Vimos en Las Galletas algunas viviendas extremadamente pobres; a través de los ventanillos de esas casas podían contemplarse los dormitorios, con sus camas hechas o deshechas. Y a través de uno de esos ventanillos vimos que la gente aprovechaba mantas del cuartel, oscuras y ásperas como corresponde, se supone, al carácter militar, para abrigarse en los improbables inviernos del sur, donde a veces también hace frío.

Y eso pusimos en uno de los reportajes de la serie, que la gente se abrigaba "con las mantas del cuartel".

Al censor esa realidad se le hizo inconveniente, y con la minuciosidad que no daba lugar a dudas tachó el párrafo, que luego hubo que rehacer con cualquier cosa o bien se dejó en blanco como inmaculada expresión de la tontería.

Hubo muchos más casos, pero ese me parece significativo, porque incluye una de las bestias sagradas de la vida de entonces, la vida militar, estamento intocable, aunque fuera en ese contexto tan inocente.

Lo peor de la censura no era su carácter estúpido, sino su carácter imperioso, inapelable. Actuaba de otros modos también la censura. Estaba la censura de las personas, no sólo de los textos. Otro día iré a ello con más amplitud, pero quiero contar, a este respecto, lo que me ocurrió a mi mismo con un gobernador civil de entonces.

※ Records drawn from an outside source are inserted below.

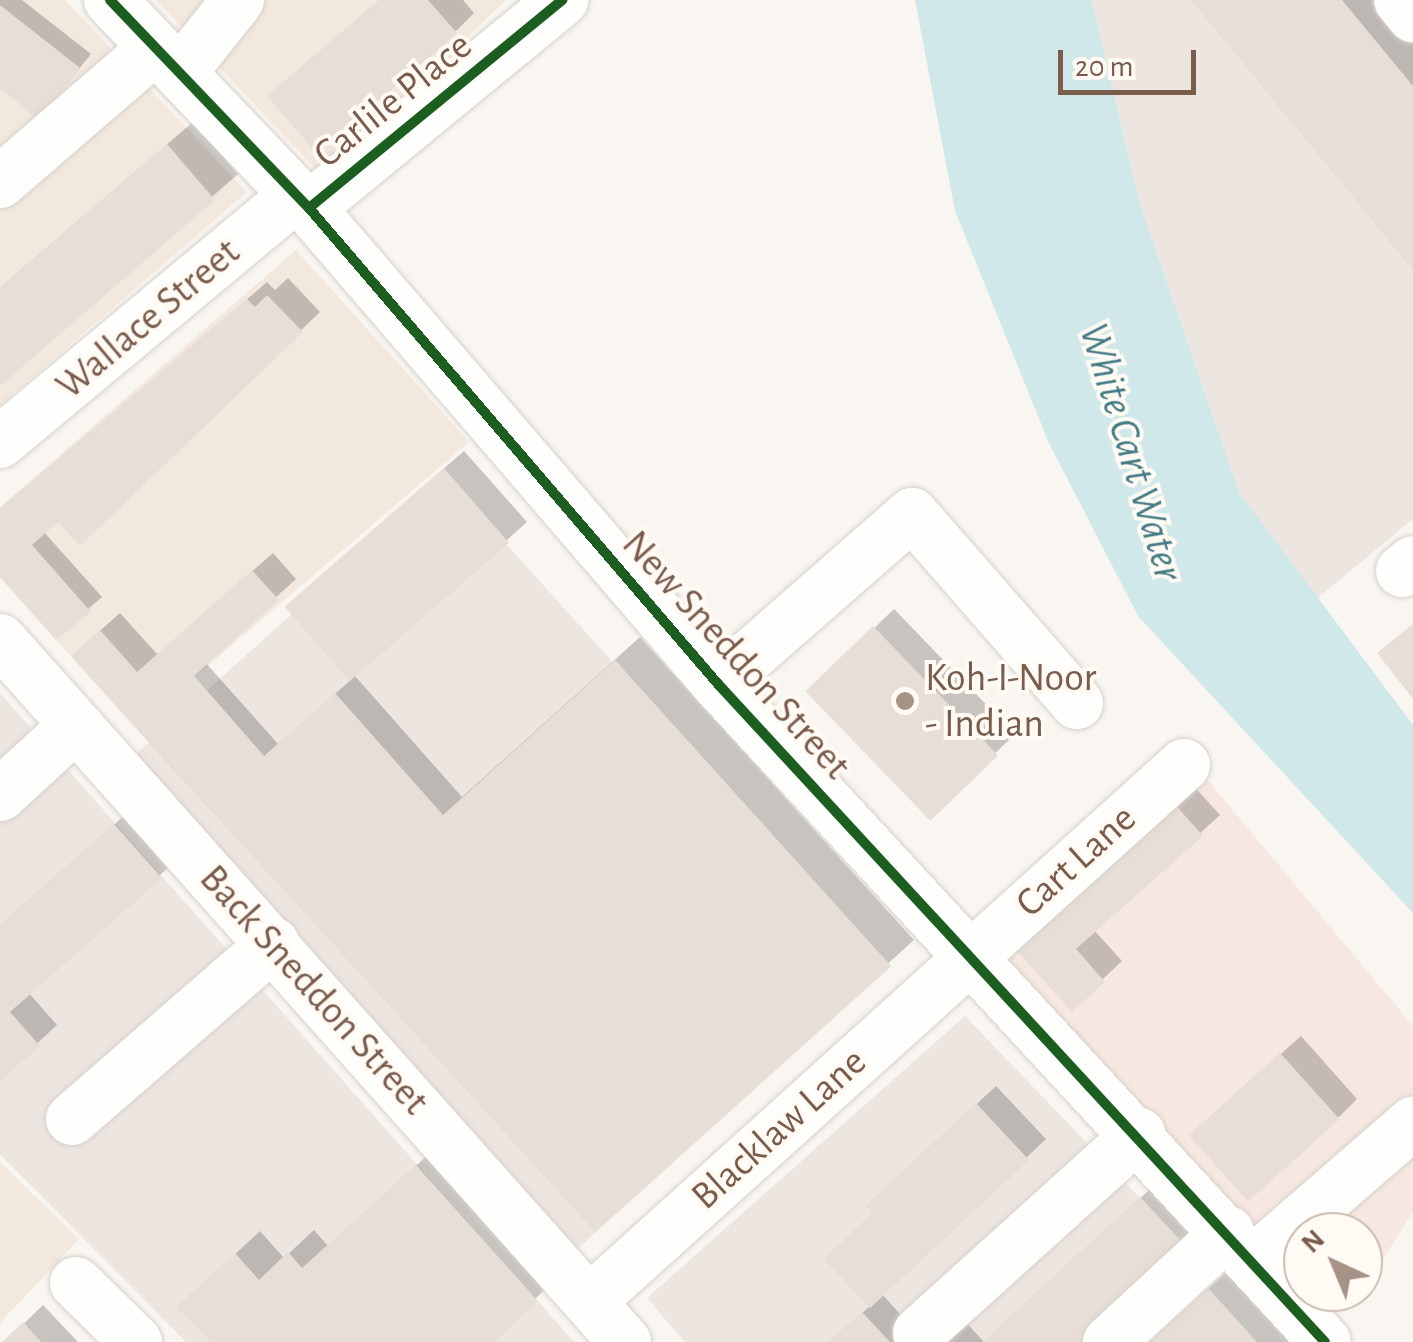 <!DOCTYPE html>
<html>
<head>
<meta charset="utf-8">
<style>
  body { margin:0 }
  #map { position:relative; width:1413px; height:1342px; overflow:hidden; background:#f9f5f0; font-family:"Alegreya Sans",sans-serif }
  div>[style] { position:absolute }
  .residential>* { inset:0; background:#f2e8de }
  .commercial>* { inset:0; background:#f6e8e1 }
  .industrial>* { inset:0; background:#ede5e0; transform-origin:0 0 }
  .water>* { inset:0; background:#d0e8ea }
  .shadow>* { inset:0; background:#0003; transform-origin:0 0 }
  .building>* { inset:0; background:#e6ded7; transform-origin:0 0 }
  .roads { filter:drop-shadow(0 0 2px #d7d1cb) drop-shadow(0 0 2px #d7d1cb) }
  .minor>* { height:52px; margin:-26px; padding:0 26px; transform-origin:26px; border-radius:26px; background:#fefefd }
  .cycleway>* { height:10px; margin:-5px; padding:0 5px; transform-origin:5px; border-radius:5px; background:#1b5e20 }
  .dots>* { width:28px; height:28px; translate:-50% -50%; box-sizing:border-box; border:5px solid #fffaf3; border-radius:50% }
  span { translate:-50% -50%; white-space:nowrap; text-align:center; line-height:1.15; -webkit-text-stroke:8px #fffaf3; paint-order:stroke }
  .street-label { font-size:40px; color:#7a5c4d }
  .poi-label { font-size:40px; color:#7a5c4d }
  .left { translate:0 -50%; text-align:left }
  .water-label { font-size:42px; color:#437c86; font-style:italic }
  .north { position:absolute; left:1283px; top:1212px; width:100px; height:100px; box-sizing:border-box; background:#fffaf3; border:2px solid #cabbb1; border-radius:50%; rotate:316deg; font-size:28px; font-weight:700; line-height:40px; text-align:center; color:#7a5c4d }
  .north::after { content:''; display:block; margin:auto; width:35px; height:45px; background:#a69286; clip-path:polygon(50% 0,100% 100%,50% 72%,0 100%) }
  .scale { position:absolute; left:1058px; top:50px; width:138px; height:45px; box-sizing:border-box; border:5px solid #7a5c4d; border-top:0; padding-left:12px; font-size:30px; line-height:35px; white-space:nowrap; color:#7a5c4d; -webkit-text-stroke:8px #fffaf3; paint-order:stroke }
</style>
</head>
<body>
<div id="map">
  <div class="residential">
    <i style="clip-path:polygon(0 0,65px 0,247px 192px,0 405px)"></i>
    <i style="clip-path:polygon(156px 0,506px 0,322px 176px)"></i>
    <i style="clip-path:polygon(296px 250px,469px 442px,135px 728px,0 577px,0 507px)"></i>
    <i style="clip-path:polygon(0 1162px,79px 1239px,0 1323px)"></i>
  </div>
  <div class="commercial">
    <i style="clip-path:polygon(1200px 771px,1413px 1026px,1413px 1212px,1363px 1290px,1363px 1232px,1303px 1232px,1303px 1280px,1001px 954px)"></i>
  </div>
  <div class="industrial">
    <i style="clip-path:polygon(1092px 0,1413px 0,1413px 519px,1314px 601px,1239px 492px,1139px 201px)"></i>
    <i style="left:445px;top:476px;width:663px;height:419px;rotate:48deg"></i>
    <i style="clip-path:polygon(0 693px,574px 1342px,186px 1342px,0 1154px)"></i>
    <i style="clip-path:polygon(965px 1016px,1186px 1246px,1081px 1342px,685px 1342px,647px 1298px)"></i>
  </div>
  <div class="water">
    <i style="clip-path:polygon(915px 0,1092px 0,1139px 201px,1239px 492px,1413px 725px,1413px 913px,1138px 616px,1049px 443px,955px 211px)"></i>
  </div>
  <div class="shadow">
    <i style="clip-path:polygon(0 0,22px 0,91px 54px,51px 104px,0 85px)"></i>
    <i style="clip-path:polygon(379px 0,463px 0,474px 13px,455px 32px)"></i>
    <i style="clip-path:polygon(1194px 0,1386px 0,1413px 33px,1413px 266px)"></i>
    <i style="clip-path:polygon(193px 122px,238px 174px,0 383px,0 288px)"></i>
    <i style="clip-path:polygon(288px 278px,320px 312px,80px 542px,58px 518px,43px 531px,102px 597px,56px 637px,0 573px,0 511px,267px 282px,275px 290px)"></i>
    <i style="clip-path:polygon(464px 451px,527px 522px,355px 676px,462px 797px,640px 637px,914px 940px,595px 1229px,138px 730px,93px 637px,120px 613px,158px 655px,273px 553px,296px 579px,205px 662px,278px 744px,352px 679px,307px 588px)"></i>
    <i style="left:894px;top:609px;width:174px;height:119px;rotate:46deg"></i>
    <i style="clip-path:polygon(1192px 784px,1220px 815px,1094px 930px,1122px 961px,1072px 1008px,1034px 926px)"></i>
    <i style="clip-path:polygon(134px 807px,179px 858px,28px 992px,57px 1025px,0 1078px,0 925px)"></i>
    <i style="clip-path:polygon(1301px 1036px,1357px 1099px,1339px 1117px,1211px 1116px)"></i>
    <i style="clip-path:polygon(996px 1086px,1046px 1139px,882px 1294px,925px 1342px,830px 1342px,871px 1305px,875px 1213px,887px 1187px)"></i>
    <i style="clip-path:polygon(441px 1143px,560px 1275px,490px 1342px,214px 1342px,204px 1283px,260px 1231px,284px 1258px,314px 1230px,328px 1246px)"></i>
    <i style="clip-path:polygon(1161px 1179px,1203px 1225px,1077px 1342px,984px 1342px)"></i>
    <i style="clip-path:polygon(1233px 1266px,1303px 1342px,1150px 1342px)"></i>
    <i style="clip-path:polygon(43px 1305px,78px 1342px,5px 1342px)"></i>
    <i style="clip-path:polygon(962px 1318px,984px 1342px,936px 1342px)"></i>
  </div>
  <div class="building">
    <i style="clip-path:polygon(379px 0,428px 0,457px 33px,317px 154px,267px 96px)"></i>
    <i style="clip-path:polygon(1191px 0,1342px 0,1413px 86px,1413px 270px)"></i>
    <i style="clip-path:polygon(0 5px,80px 68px,39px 120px,0 88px)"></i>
    <i style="clip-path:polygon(167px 144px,215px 200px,0 386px,0 288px)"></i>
    <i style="clip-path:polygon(267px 295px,303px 332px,80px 546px,58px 522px,32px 545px,91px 612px,56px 640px,0 577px,0 508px,247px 299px,255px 307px)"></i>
    <i style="left:444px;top:468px;width:99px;height:211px;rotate:49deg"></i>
    <i style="clip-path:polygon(252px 570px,279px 600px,194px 676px,264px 756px,335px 693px,443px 815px,615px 660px,891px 966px,595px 1232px,71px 656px,100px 630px,137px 672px)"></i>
    <i style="clip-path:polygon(1413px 624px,1413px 699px,1377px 653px)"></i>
    <i style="left:873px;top:626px;width:180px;height:94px;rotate:46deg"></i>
    <i style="clip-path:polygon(1172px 801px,1203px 836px,1076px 949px,1105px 982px,1072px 1012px,1012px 945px)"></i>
    <i style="clip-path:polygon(114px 824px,162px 878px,10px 1012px,40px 1046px,0 1081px,0 924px)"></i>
    <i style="left:1280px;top:1053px;width:89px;height:123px;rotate:48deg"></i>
    <i style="clip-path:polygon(976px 1103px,1029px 1160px,870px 1308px,824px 1259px,872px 1213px,865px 1206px)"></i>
    <i style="clip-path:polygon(416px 1165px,538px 1301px,494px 1342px,211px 1342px,176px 1307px,235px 1253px,259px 1280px,288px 1252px,302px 1268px)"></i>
    <i style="clip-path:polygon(1140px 1197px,1186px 1246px,1081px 1342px,982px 1342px)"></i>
    <i style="clip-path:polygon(1208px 1288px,1257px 1342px,1149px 1342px)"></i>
    <i style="clip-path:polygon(862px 1312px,890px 1342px,828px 1342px)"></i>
    <i style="clip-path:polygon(23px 1322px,41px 1342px,2px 1342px)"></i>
  </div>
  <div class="roads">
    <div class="minor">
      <i style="left:110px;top:0;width:288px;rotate:46.3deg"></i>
      <i style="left:309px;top:208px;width:628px;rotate:49.33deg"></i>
      <i style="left:718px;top:684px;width:895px;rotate:47.31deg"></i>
      <i style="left:1400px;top:0;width:21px;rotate:51deg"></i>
      <i style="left:180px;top:73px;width:93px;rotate:-51.5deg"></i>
      <i style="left:0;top:182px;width:205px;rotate:-40.8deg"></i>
      <i style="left:309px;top:208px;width:328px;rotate:-39.4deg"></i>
      <i style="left:0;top:442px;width:386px;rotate:-39.8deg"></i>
      <i style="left:1402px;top:571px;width:14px;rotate:-39deg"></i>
      <i style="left:0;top:640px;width:940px;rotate:48.32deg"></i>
      <i style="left:718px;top:684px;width:258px;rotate:-41.2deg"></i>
      <i style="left:912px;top:514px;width:251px;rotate:48.9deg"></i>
      <i style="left:0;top:795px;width:103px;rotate:-42.6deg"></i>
      <i style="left:72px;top:1119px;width:267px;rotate:-41deg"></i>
      <i style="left:1254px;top:1261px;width:211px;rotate:-41deg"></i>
      <i style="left:76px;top:1283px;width:84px;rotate:44.5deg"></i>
      <i style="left:590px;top:1301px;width:800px;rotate:-42.06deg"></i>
      <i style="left:919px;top:1333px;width:297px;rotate:-42.1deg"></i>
      <i style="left:1109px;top:1342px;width:162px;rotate:-42.7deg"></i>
    </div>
  </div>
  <div class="cycleway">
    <i style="left:110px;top:0;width:288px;rotate:46.3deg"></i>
    <i style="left:309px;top:208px;width:628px;rotate:49.33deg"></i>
    <i style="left:718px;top:684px;width:895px;rotate:47.31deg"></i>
    <i style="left:309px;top:208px;width:328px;rotate:-39.4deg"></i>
  </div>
  <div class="dots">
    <i style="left:905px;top:701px;background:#a69286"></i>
  </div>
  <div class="street-label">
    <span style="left:393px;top:100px;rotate:-39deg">Carlile Place</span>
    <span style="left:148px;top:319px;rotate:-40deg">Wallace Street</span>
    <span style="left:736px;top:655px;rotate:48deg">New Sneddon Street</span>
    <span style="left:1076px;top:861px;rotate:-42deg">Cart Lane</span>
    <span style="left:314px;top:990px;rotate:48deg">Back Sneddon Street</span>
    <span style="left:779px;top:1129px;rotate:-42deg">Blacklaw Lane</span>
  </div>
  <div class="poi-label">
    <span class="left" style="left:925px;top:701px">Koh-I-Noor<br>- Indian</span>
  </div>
  <div class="water-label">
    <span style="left:1131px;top:452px;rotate:73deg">White Cart Water</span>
  </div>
  <div class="north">N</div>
  <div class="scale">20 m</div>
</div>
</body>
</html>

Me habían quitado el pasaporte, nunca supe bien por qué, podía haber sido por cualquier cosa en aquellos tiempos; supe, ya en democracia, que aquel gobernador me había denunciado por haber escrito, en este periódico, un breve comentario sobre escenas de hambre en Santa Cruz.

Y recuerdo muy bien también lo que ocurrió con un humilde cartero de Santa Cruz. Hacíamos el querido Julián Ayala y yo una sección de doble página, La Calle Actualidad; en ese ámbito yo mismo hacía entrevistas (con sus fotos) callejeras; y entrevisté a un cartero. Él me advirtió que no debía salir publicada su cara. Ni su nombre. Así que saqué la foto de su cartera. Por ese detalle dieron con él y lo sancionaron.

Estaban ahí, con el lápiz rojo; lo usaban de verdad y eran implacables. Aquello era una dictadura y no era ninguna broma. Era despiadada y ruin y eso pasó entre nosotros mucho tiempo después de la Edad Media.